It may be that the Pakistan-based Taliban, the Tehrik-e Taliban Pakistan (TTP), has quietly established a Connecticut franchise while we weren't looking. That's possible. But it seems far more likely to me that the perpetrator of the bungled Times Square bomb plot was either a lone nut job or a member of some squirrely branch of the Tea Party, anti-government far right. Which actually exists in Connecticut, where, it seems, the car's license plates were stolen.
It may be that the car bomb, which fizzled, could have wreaked havoc in Times Square. That's possible, too. But it's seem very, very unlikely that a few cannisters of propane, a bunch of M-80 firecrackers, and some fertilizer that, police say, couldn't have exploded, would have "killed thousands of people," as CNN breathlessly reported yesterday.
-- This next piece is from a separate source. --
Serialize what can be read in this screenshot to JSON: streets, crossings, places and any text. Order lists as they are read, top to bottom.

Sensible analysts of the event point out, convincingly, that no branch of the Taliban, whether in Afghanistan or Pakistan, has demonstrated either the intention or the capability of striking in such as fashion.
And the fact that the suspect, videotaped, is a white male in his 40s, hasn't deterred our vast team of terrorism talking heads from describing the operation as part of the jihad. Of course, it could be that some offshoot of the jihadist movement recruited a white bread American to do its bidding, and it could be that the man shown in the videotape is not the culprit at all. But, as in the aftermath of the Oklahoma City bombing, when self-appointed experts blamed Muslims only to find out that it was a Gulf War veteran named Tim who did it, there has once again been an unseemly rush to judgment.
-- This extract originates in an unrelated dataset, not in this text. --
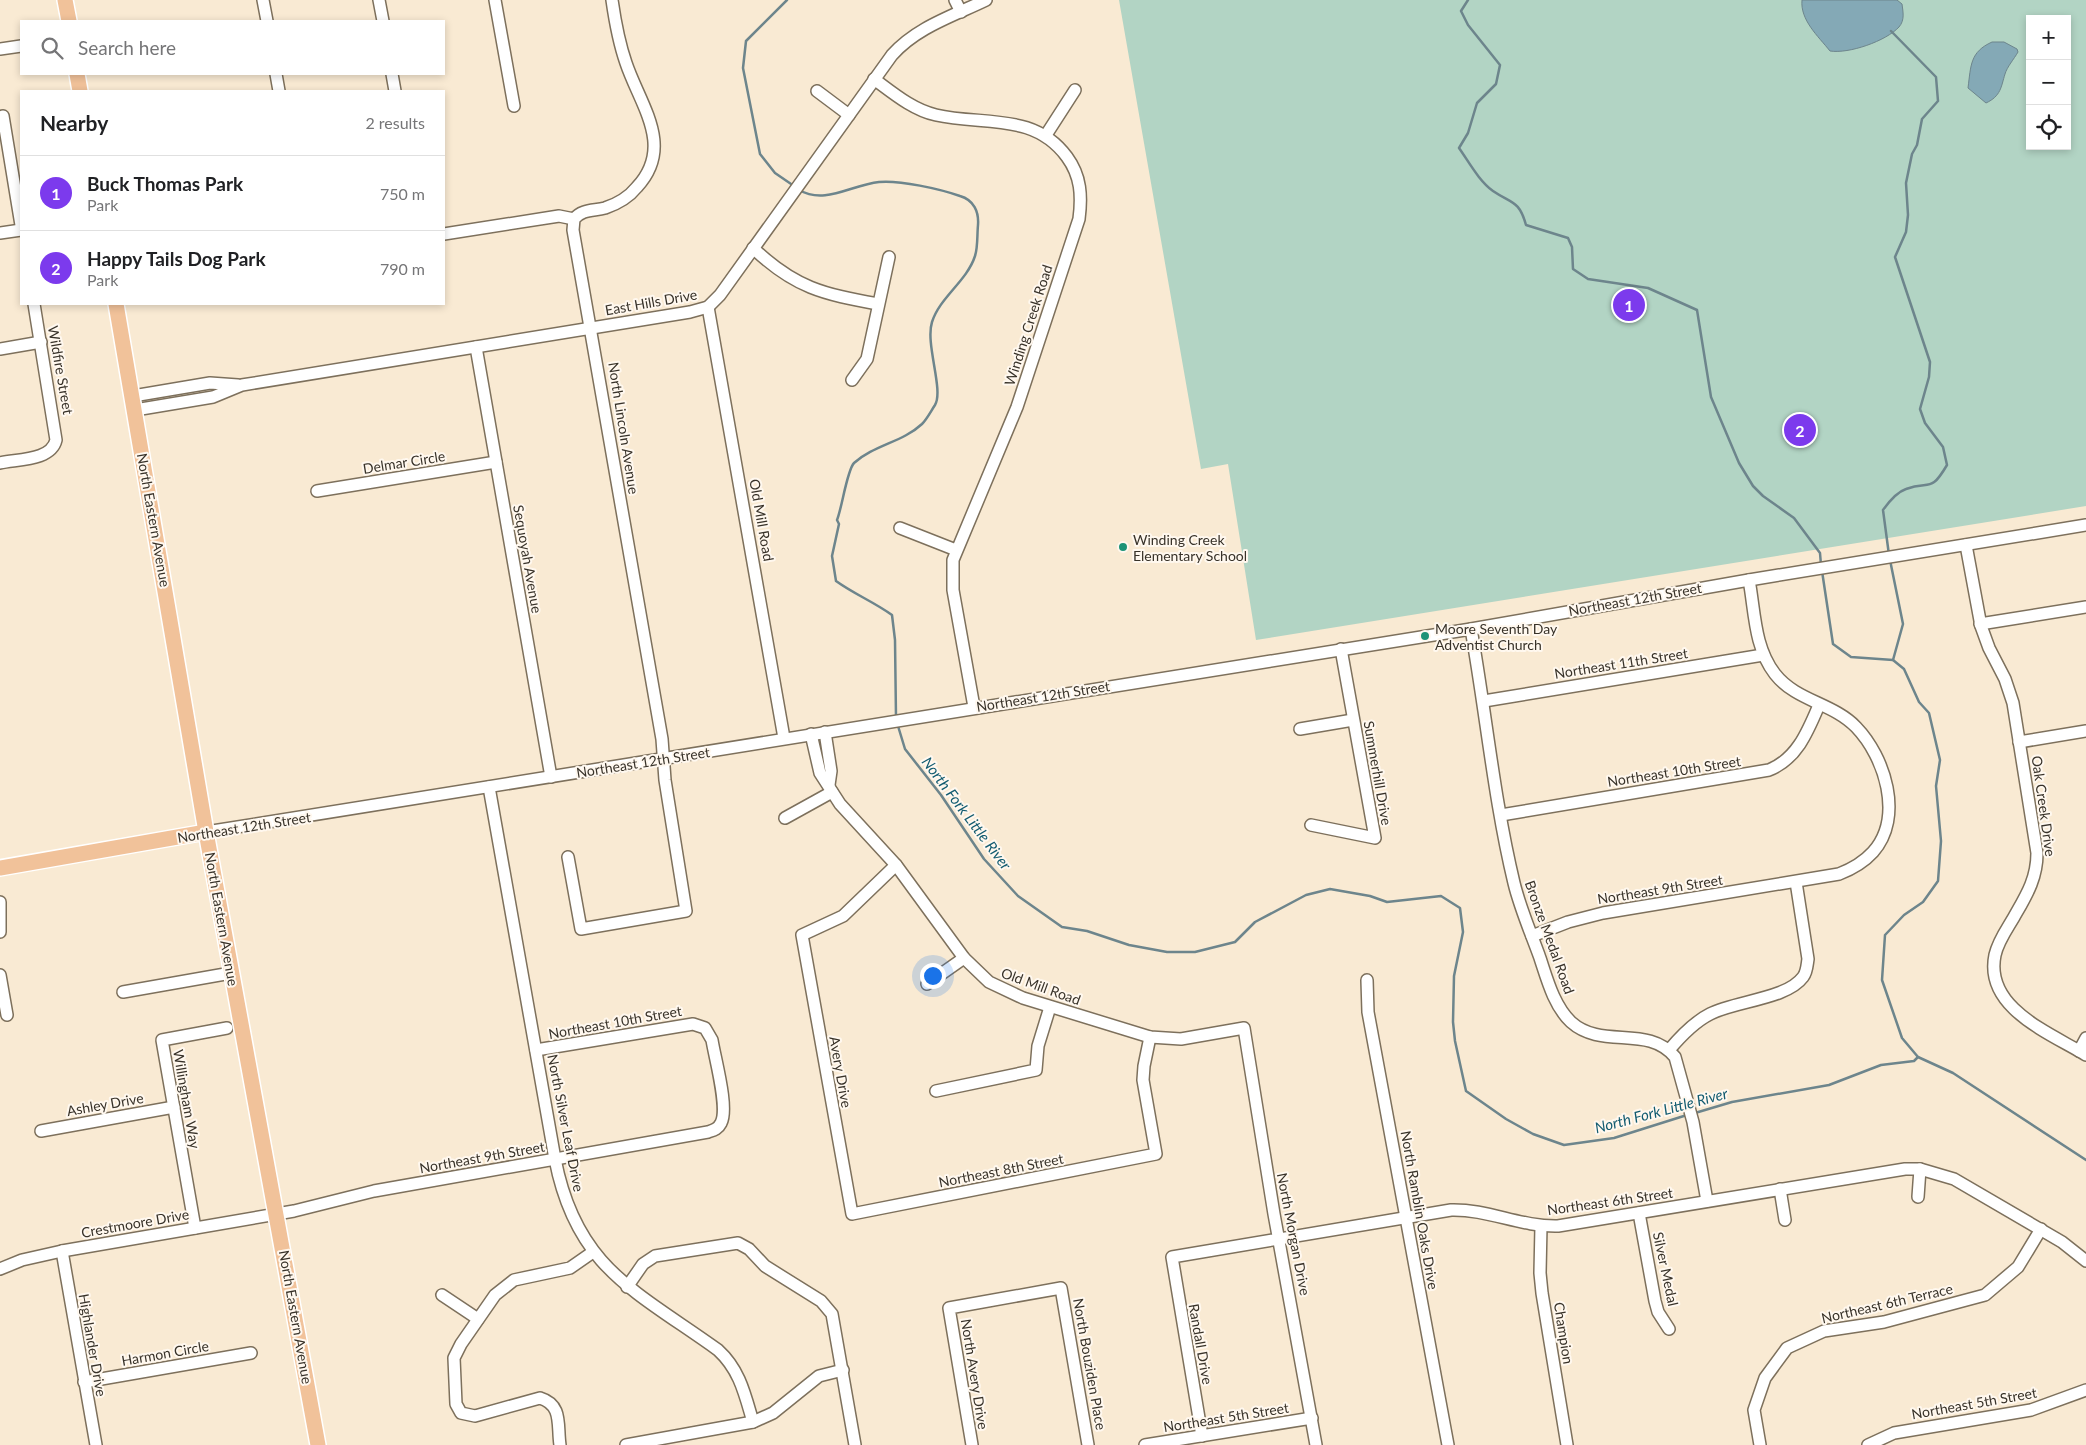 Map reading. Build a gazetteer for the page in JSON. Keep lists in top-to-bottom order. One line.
{"streets":{"main road":["North Eastern Avenue","Northeast 12th Street"],"street":["East Hills Drive","Winding Creek Road","Wildfire Street","North Lincoln Avenue","Delmar Circle","Old Mill Road","Sequoyah Avenue","Northeast 11th Street","Northeast 10th Street","Summerhill Drive","Oak Creek Drive","Northeast 9th Street","Bronze Medal Road","Avery Drive","Willingham Way","Ashley Drive","North Silver Leaf Drive","Northeast 8th Street","Northeast 6th Street","North Ramblin Oaks Drive","Crestmoore Drive","North Morgan Drive","Silver Medal","Northeast 6th Terrace","Champion","Randall Drive","Highlander Drive","Harmon Circle","North Bouziden Place","North Avery Drive","Northeast 5th Street"]},"crossings":[["East Hills Drive","Winding Creek Road"],["East Hills Drive","North Lincoln Avenue"],["East Hills Drive","North Eastern Avenue"],["East Hills Drive","Old Mill Road"],["East Hills Drive","Sequoyah Avenue"],["Winding Creek Road","Northeast 12th Street"],["North Lincoln Avenue","Northeast 12th Street"],["Delmar Circle","Sequoyah Avenue"],["North Eastern Avenue","Northeast 12th Street"],["North Eastern Avenue","Northeast 9th Street"],["North Eastern Avenue","Crestmoore Drive"],["Old Mill Road","Northeast 12th Street"],["Old Mill Road","Avery Drive"],["Old Mill Road","Northeast 8th Street"],["Old Mill Road","North Morgan Drive"],["Sequoyah Avenue","Northeast 12th Street"],["Northeast 12th Street","Summerhill Drive"],["Northeast 12th Street","Oak Creek Drive"],["Northeast 12th Street","Bronze Medal Road"],["Northeast 12th Street","North Silver Leaf Drive"],["Northeast 11th Street","Northeast 9th Street"],["Northeast 11th Street","Bronze Medal Road"],["Northeast 10th Street","Northeast 9th Street"],["Northeast 10th Street","Bronze Medal Road"],["Northeast 10th Street","North Silver Leaf Drive"],["Northeast 9th Street","Bronze Medal Road"],["Northeast 9th Street","North Silver Leaf Drive"],["Northeast 9th Street","Crestmoore Drive"],["Avery Drive","Northeast 8th Street"],["Willingham Way","Ashley Drive"],["Willingham Way","Crestmoore Drive"],["Northeast 6th Street","North Ramblin Oaks Drive"],["Northeast 6th Street","North Morgan Drive"],["Northeast 6th Street","Silver Medal"],["Northeast 6th Street","Northeast 6th Terrace"],["Northeast 6th Street","Champion"],["Northeast 6th Street","Randall Drive"],["Crestmoore Drive","Highlander Drive"],["North Morgan Drive","Northeast 5th Street"],["Randall Drive","Northeast 5th Street"],["Highlander Drive","Harmon Circle"],["North Bouziden Place","North Avery Drive"]],"water":["North Fork Little River"],"places":["Winding Creek Elementary School","Moore Seventh Day Adventist Church"],"page":{"map_buttons":["+","−"],"search":"Search here","heading":["Nearby","2 results"],"list":[{"mark":"1","name":"Buck Thomas Park","note":"Park","value":"750 m"},{"mark":"2","name":"Happy Tails Dog Park","note":"Park","value":"790 m"}],"pins":["1","2"]}}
The Wall Street Journal is already editorializing in favor of stepped up racial profiling to catch evil doers, even though -- in this case -- such profiling would have more profitably sought out the editors of the Journal, who are mostly white men in their 40s:
"After a succession of recent terrorist incidents inside the U.S., often involving so-called home-grown jihadists, it is evident that we should be willing to err on the side of being aggressive in surveilling and catching such people before their bombs begin to smolder."
The Washington Post loyally trots out one of the terrorism-industrial complex's leading consultants, Evan F. Kohlmann, who says:
"Over the past week or so, every faction, from al-Shabaab in Somalia on down the list, has issued statements mourning the deaths of these guys in Iraq, saying, 'We're going to avenge them, vengeance is coming.'"
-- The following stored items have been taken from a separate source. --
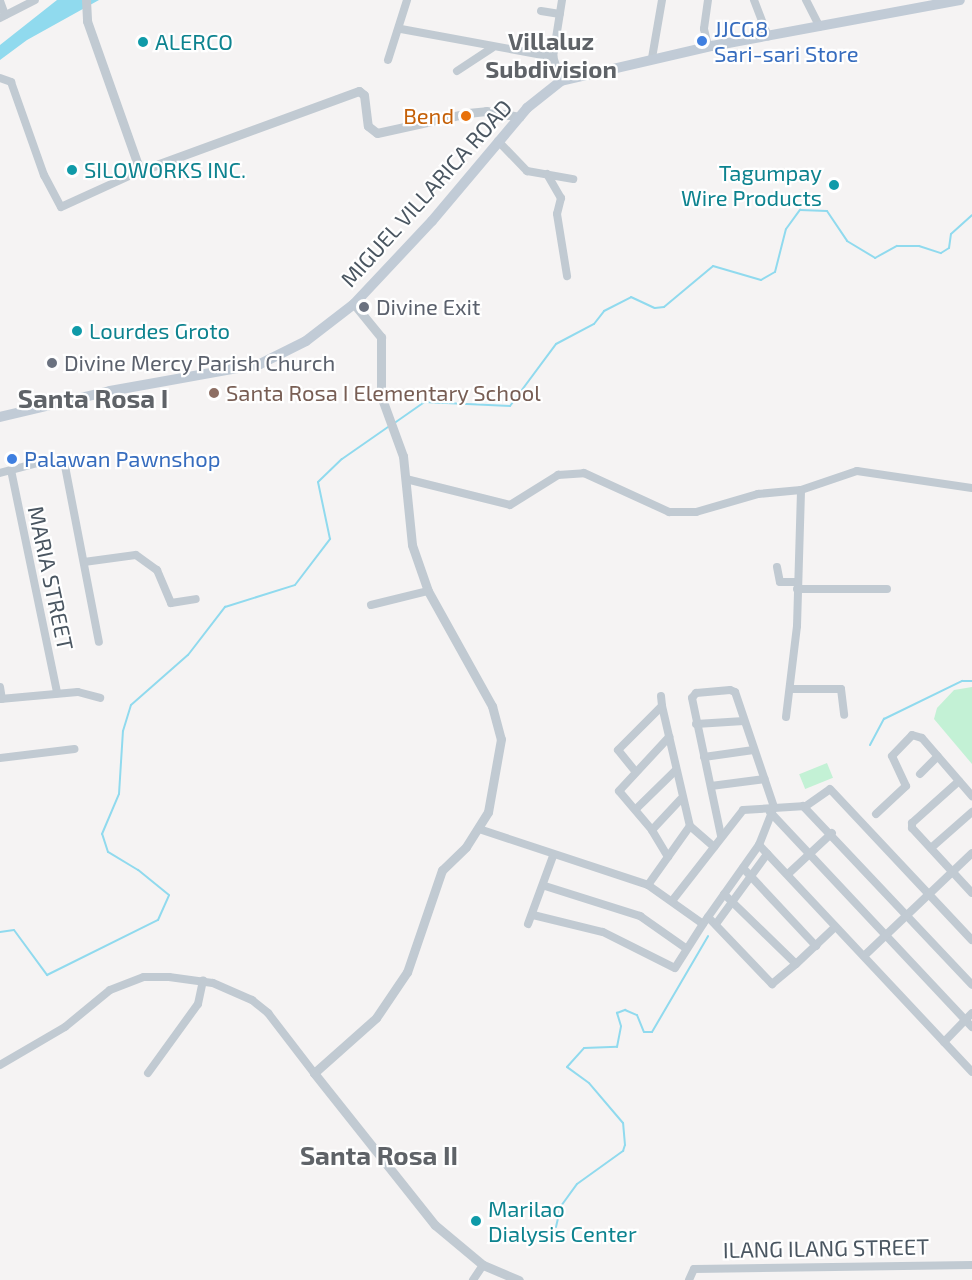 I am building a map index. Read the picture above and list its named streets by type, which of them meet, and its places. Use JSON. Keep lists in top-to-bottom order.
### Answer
{
  "streets": {
    "main road": ["MIGUEL VILLARICA ROAD"],
    "street": ["MARIA STREET", "ILANG ILANG STREET"]
  },
  "districts": ["Villaluz Subdivision", "Santa Rosa I", "Santa Rosa II"],
  "places": [
    "JJCG8 Sari-sari Store",
    "ALERCO",
    "Bend",
    "SILOWORKS INC.",
    "Tagumpay Wire Products",
    "Divine Exit",
    "Lourdes Groto",
    "Divine Mercy Parish Church",
    "Santa Rosa I Elementary School",
    "Palawan Pawnshop",
    "Marilao Dialysis Center"
  ]
}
Intelligently, Janet Napolitano says:
"I caution against premature decisions one way or another. ... The last thing we want to do is draw premature conclusions. ... I'm not going to speculate on speculation."
As always, it's important to point out that even if the Times Square bombing turns out to be the work of jihadist zealots, it shows that the as an enemy these crazies rank about on a par with the guy who crashed his plane into the IRS building. President Obama took the opportunity to proclaim his vigilance and his determination to track down the perpetrator and to keep America safe. But it's way past time for Obama to shift gears, and to start telling Americans that the only thing they have to fear is fear itself.